▶ _Activity_: Would you output all the entries below without altering a word?

+---+

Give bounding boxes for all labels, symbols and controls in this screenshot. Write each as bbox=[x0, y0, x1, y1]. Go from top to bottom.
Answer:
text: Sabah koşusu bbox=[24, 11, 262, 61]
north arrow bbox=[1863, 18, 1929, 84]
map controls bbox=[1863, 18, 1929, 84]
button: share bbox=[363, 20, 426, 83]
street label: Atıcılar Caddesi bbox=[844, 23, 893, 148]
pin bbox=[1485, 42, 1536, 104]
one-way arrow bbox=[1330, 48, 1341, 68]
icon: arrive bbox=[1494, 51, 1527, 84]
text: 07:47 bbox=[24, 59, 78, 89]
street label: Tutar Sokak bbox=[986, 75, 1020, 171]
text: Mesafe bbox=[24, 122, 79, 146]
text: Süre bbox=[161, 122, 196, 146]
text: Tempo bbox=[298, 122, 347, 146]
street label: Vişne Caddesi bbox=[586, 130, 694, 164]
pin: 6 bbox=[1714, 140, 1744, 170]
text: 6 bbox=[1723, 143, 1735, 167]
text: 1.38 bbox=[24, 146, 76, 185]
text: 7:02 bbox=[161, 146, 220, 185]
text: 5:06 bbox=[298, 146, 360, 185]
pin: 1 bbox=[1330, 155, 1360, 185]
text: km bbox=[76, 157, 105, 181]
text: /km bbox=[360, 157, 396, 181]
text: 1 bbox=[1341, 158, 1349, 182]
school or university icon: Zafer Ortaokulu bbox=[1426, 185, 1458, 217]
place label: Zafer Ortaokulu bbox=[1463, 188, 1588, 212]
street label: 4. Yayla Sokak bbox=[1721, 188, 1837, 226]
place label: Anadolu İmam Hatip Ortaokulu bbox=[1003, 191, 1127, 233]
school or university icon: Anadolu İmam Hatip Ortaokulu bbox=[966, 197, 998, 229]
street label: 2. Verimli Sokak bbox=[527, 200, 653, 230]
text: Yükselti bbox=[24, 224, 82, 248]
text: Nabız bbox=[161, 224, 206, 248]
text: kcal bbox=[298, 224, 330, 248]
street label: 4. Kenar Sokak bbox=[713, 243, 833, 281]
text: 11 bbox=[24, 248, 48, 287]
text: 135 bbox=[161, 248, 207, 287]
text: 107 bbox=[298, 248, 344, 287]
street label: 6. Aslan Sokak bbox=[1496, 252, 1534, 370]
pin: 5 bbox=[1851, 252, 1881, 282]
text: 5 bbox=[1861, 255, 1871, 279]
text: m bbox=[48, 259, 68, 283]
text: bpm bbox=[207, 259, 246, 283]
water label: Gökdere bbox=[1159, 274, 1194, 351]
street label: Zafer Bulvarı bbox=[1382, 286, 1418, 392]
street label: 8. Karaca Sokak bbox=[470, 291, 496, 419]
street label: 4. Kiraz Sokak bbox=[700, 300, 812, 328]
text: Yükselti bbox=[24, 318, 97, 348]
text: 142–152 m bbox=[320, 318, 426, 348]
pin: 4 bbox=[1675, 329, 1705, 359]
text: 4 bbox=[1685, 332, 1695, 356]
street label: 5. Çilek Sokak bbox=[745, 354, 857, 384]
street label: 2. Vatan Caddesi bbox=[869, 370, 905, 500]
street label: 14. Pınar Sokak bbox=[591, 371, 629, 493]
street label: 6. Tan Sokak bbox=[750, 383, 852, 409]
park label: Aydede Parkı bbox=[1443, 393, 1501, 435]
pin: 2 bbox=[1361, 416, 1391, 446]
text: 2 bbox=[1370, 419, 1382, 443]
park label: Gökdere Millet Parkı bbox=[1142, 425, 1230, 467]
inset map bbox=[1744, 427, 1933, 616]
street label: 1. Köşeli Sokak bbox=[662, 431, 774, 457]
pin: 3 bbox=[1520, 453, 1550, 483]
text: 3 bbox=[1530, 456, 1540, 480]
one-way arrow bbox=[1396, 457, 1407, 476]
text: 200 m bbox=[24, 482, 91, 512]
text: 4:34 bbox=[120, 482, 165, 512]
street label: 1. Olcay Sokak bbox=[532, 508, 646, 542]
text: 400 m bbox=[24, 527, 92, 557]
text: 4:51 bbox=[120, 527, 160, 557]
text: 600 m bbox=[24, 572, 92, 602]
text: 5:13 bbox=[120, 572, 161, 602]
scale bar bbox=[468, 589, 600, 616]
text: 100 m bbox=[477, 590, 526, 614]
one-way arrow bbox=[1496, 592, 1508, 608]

+---+

▶ _Completed exercise_:
Give bounding boxes for all labels, symbols and controls in this screenshot. Write each as bbox=[x0, y0, x1, y1]. Go from top to bottom.
Answer:
text: Sabah koşusu bbox=[24, 11, 262, 61]
north arrow bbox=[1863, 18, 1929, 84]
map controls bbox=[1863, 18, 1929, 84]
button: share bbox=[363, 20, 426, 83]
street label: Atıcılar Caddesi bbox=[844, 23, 893, 148]
pin bbox=[1485, 42, 1536, 104]
one-way arrow bbox=[1330, 48, 1341, 68]
icon: arrive bbox=[1494, 51, 1527, 84]
text: 07:47 bbox=[24, 59, 78, 89]
street label: Tutar Sokak bbox=[986, 75, 1020, 171]
text: Mesafe bbox=[24, 122, 79, 146]
text: Süre bbox=[161, 122, 196, 146]
text: Tempo bbox=[298, 122, 347, 146]
street label: Vişne Caddesi bbox=[586, 130, 694, 164]
pin: 6 bbox=[1714, 140, 1744, 170]
text: 6 bbox=[1723, 143, 1735, 167]
text: 1.38 bbox=[24, 146, 76, 185]
text: 7:02 bbox=[161, 146, 220, 185]
text: 5:06 bbox=[298, 146, 360, 185]
pin: 1 bbox=[1330, 155, 1360, 185]
text: km bbox=[76, 157, 105, 181]
text: /km bbox=[360, 157, 396, 181]
text: 1 bbox=[1341, 158, 1349, 182]
school or university icon: Zafer Ortaokulu bbox=[1426, 185, 1458, 217]
place label: Zafer Ortaokulu bbox=[1463, 188, 1588, 212]
street label: 4. Yayla Sokak bbox=[1721, 188, 1837, 226]
place label: Anadolu İmam Hatip Ortaokulu bbox=[1003, 191, 1127, 233]
school or university icon: Anadolu İmam Hatip Ortaokulu bbox=[966, 197, 998, 229]
street label: 2. Verimli Sokak bbox=[527, 200, 653, 230]
text: Yükselti bbox=[24, 224, 82, 248]
text: Nabız bbox=[161, 224, 206, 248]
text: kcal bbox=[298, 224, 330, 248]
street label: 4. Kenar Sokak bbox=[713, 243, 833, 281]
text: 11 bbox=[24, 248, 48, 287]
text: 135 bbox=[161, 248, 207, 287]
text: 107 bbox=[298, 248, 344, 287]
street label: 6. Aslan Sokak bbox=[1496, 252, 1534, 370]
pin: 5 bbox=[1851, 252, 1881, 282]
text: 5 bbox=[1861, 255, 1871, 279]
text: m bbox=[48, 259, 68, 283]
text: bpm bbox=[207, 259, 246, 283]
water label: Gökdere bbox=[1159, 274, 1194, 351]
street label: Zafer Bulvarı bbox=[1382, 286, 1418, 392]
street label: 8. Karaca Sokak bbox=[470, 291, 496, 419]
street label: 4. Kiraz Sokak bbox=[700, 300, 812, 328]
text: Yükselti bbox=[24, 318, 97, 348]
text: 142–152 m bbox=[320, 318, 426, 348]
pin: 4 bbox=[1675, 329, 1705, 359]
text: 4 bbox=[1685, 332, 1695, 356]
street label: 5. Çilek Sokak bbox=[745, 354, 857, 384]
street label: 2. Vatan Caddesi bbox=[869, 370, 905, 500]
street label: 14. Pınar Sokak bbox=[591, 371, 629, 493]
street label: 6. Tan Sokak bbox=[750, 383, 852, 409]
park label: Aydede Parkı bbox=[1443, 393, 1501, 435]
pin: 2 bbox=[1361, 416, 1391, 446]
text: 2 bbox=[1370, 419, 1382, 443]
park label: Gökdere Millet Parkı bbox=[1142, 425, 1230, 467]
inset map bbox=[1744, 427, 1933, 616]
street label: 1. Köşeli Sokak bbox=[662, 431, 774, 457]
pin: 3 bbox=[1520, 453, 1550, 483]
text: 3 bbox=[1530, 456, 1540, 480]
one-way arrow bbox=[1396, 457, 1407, 476]
text: 200 m bbox=[24, 482, 91, 512]
text: 4:34 bbox=[120, 482, 165, 512]
street label: 1. Olcay Sokak bbox=[532, 508, 646, 542]
text: 400 m bbox=[24, 527, 92, 557]
text: 4:51 bbox=[120, 527, 160, 557]
text: 600 m bbox=[24, 572, 92, 602]
text: 5:13 bbox=[120, 572, 161, 602]
scale bar bbox=[468, 589, 600, 616]
text: 100 m bbox=[477, 590, 526, 614]
one-way arrow bbox=[1496, 592, 1508, 608]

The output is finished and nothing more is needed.